### ACTIVITY
Return the listing below exactly. Leave its pictures out.

INPUT START

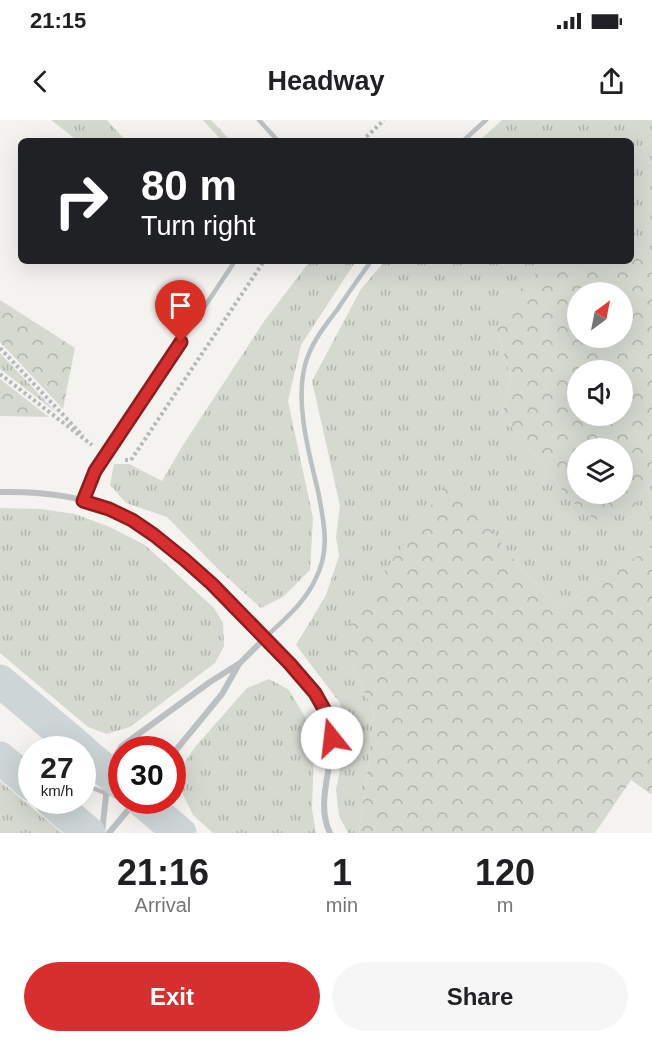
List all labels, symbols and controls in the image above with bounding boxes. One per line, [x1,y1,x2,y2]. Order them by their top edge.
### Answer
text: 21:15 [30,8,86,33]
icon: back [24,65,57,98]
icon: share [595,65,628,98]
text: Headway [267,66,385,96]
icon: right [42,162,120,240]
text: 80 m [141,162,237,209]
text: Turn right [141,211,256,241]
pin [155,280,206,342]
north arrow [567,282,633,348]
map controls [567,282,633,504]
icon: arrive [164,289,197,322]
button: sound [567,360,633,426]
button: layers [567,438,633,504]
position arrow [300,706,364,770]
speed limit sign: 30 [108,736,186,814]
text: 27 [40,751,74,784]
text: km/h [41,782,73,799]
text: 21:16 [117,852,209,893]
text: 1 [332,852,352,893]
text: 120 [475,852,535,893]
text: Arrival [135,894,191,916]
text: min [326,894,358,916]
text: m [497,894,513,916]
button: Exit [24,962,320,1031]
button: Share [332,962,628,1031]

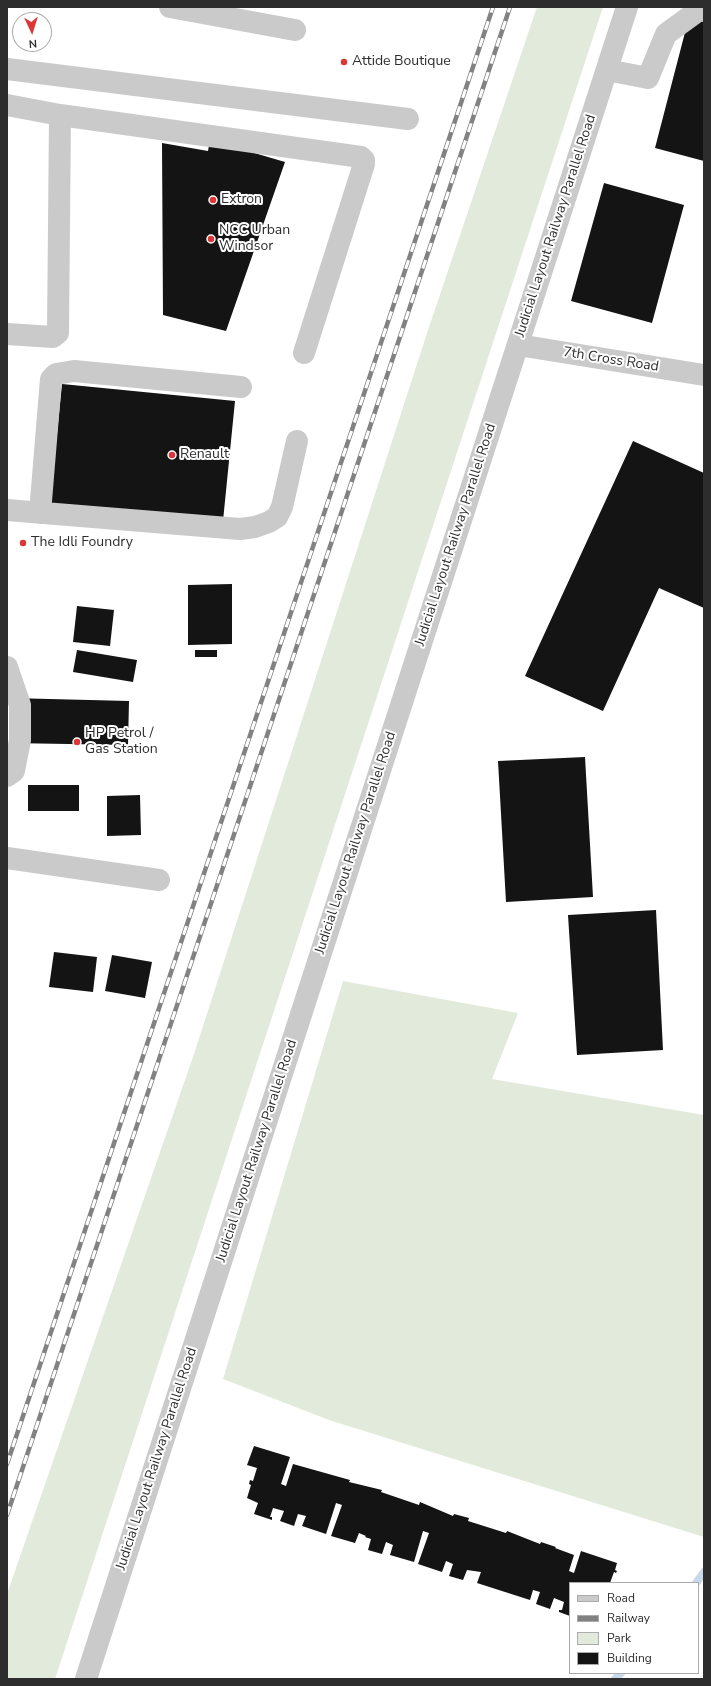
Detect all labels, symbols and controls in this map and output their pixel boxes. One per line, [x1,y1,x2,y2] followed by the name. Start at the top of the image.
[12,12,52,52] north arrow
[28,36,37,51] text: N
[352,54,451,70] place label: Attide Boutique
[339,57,349,67] marker: Attide Boutique
[512,113,600,339] street label: Judicial Layout Railway Parallel Road
[221,192,262,208] place label: Extron
[208,195,218,205] marker: Extron
[219,223,290,256] place label: NCC Urban Windsor
[206,234,216,244] marker: NCC Urban Windsor
[562,344,660,376] street label: 7th Cross Road
[412,422,500,648] street label: Judicial Layout Railway Parallel Road
[180,447,229,463] place label: Renault
[167,450,177,460] marker: Renault
[31,535,133,551] place label: The Idli Foundry
[18,538,28,548] marker: The Idli Foundry
[85,726,158,758] place label: HP Petrol / Gas Station
[312,730,400,956] street label: Judicial Layout Railway Parallel Road
[72,737,82,747] marker: HP Petrol / Gas Station
[213,1038,301,1264] street label: Judicial Layout Railway Parallel Road
[113,1346,201,1572] street label: Judicial Layout Railway Parallel Road
[569,1582,699,1674] legend
[607,1590,635,1606] text: Road
[607,1610,650,1626] text: Railway
[607,1630,631,1646] text: Park
[607,1650,652,1666] text: Building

INPUT END

### RESULT
List all labels, symbols and controls in the image above with bounding boxes. One per line, [x1,y1,x2,y2]. Order them by their top edge.
### Answer
text: 21:15 [30,8,86,33]
icon: back [24,65,57,98]
icon: share [595,65,628,98]
text: Headway [267,66,385,96]
icon: right [42,162,120,240]
text: 80 m [141,162,237,209]
text: Turn right [141,211,256,241]
pin [155,280,206,342]
north arrow [567,282,633,348]
map controls [567,282,633,504]
icon: arrive [164,289,197,322]
button: sound [567,360,633,426]
button: layers [567,438,633,504]
position arrow [300,706,364,770]
speed limit sign: 30 [108,736,186,814]
text: 27 [40,751,74,784]
text: km/h [41,782,73,799]
text: 21:16 [117,852,209,893]
text: 1 [332,852,352,893]
text: 120 [475,852,535,893]
text: Arrival [135,894,191,916]
text: min [326,894,358,916]
text: m [497,894,513,916]
button: Exit [24,962,320,1031]
button: Share [332,962,628,1031]

Detect all labels, symbols and controls in this map and output their pixel boxes. One per line, [x1,y1,x2,y2] followed by the name. Start at the top of the image.
[12,12,52,52] north arrow
[28,36,37,51] text: N
[352,54,451,70] place label: Attide Boutique
[339,57,349,67] marker: Attide Boutique
[512,113,600,339] street label: Judicial Layout Railway Parallel Road
[221,192,262,208] place label: Extron
[208,195,218,205] marker: Extron
[219,223,290,256] place label: NCC Urban Windsor
[206,234,216,244] marker: NCC Urban Windsor
[562,344,660,376] street label: 7th Cross Road
[412,422,500,648] street label: Judicial Layout Railway Parallel Road
[180,447,229,463] place label: Renault
[167,450,177,460] marker: Renault
[31,535,133,551] place label: The Idli Foundry
[18,538,28,548] marker: The Idli Foundry
[85,726,158,758] place label: HP Petrol / Gas Station
[312,730,400,956] street label: Judicial Layout Railway Parallel Road
[72,737,82,747] marker: HP Petrol / Gas Station
[213,1038,301,1264] street label: Judicial Layout Railway Parallel Road
[113,1346,201,1572] street label: Judicial Layout Railway Parallel Road
[569,1582,699,1674] legend
[607,1590,635,1606] text: Road
[607,1610,650,1626] text: Railway
[607,1630,631,1646] text: Park
[607,1650,652,1666] text: Building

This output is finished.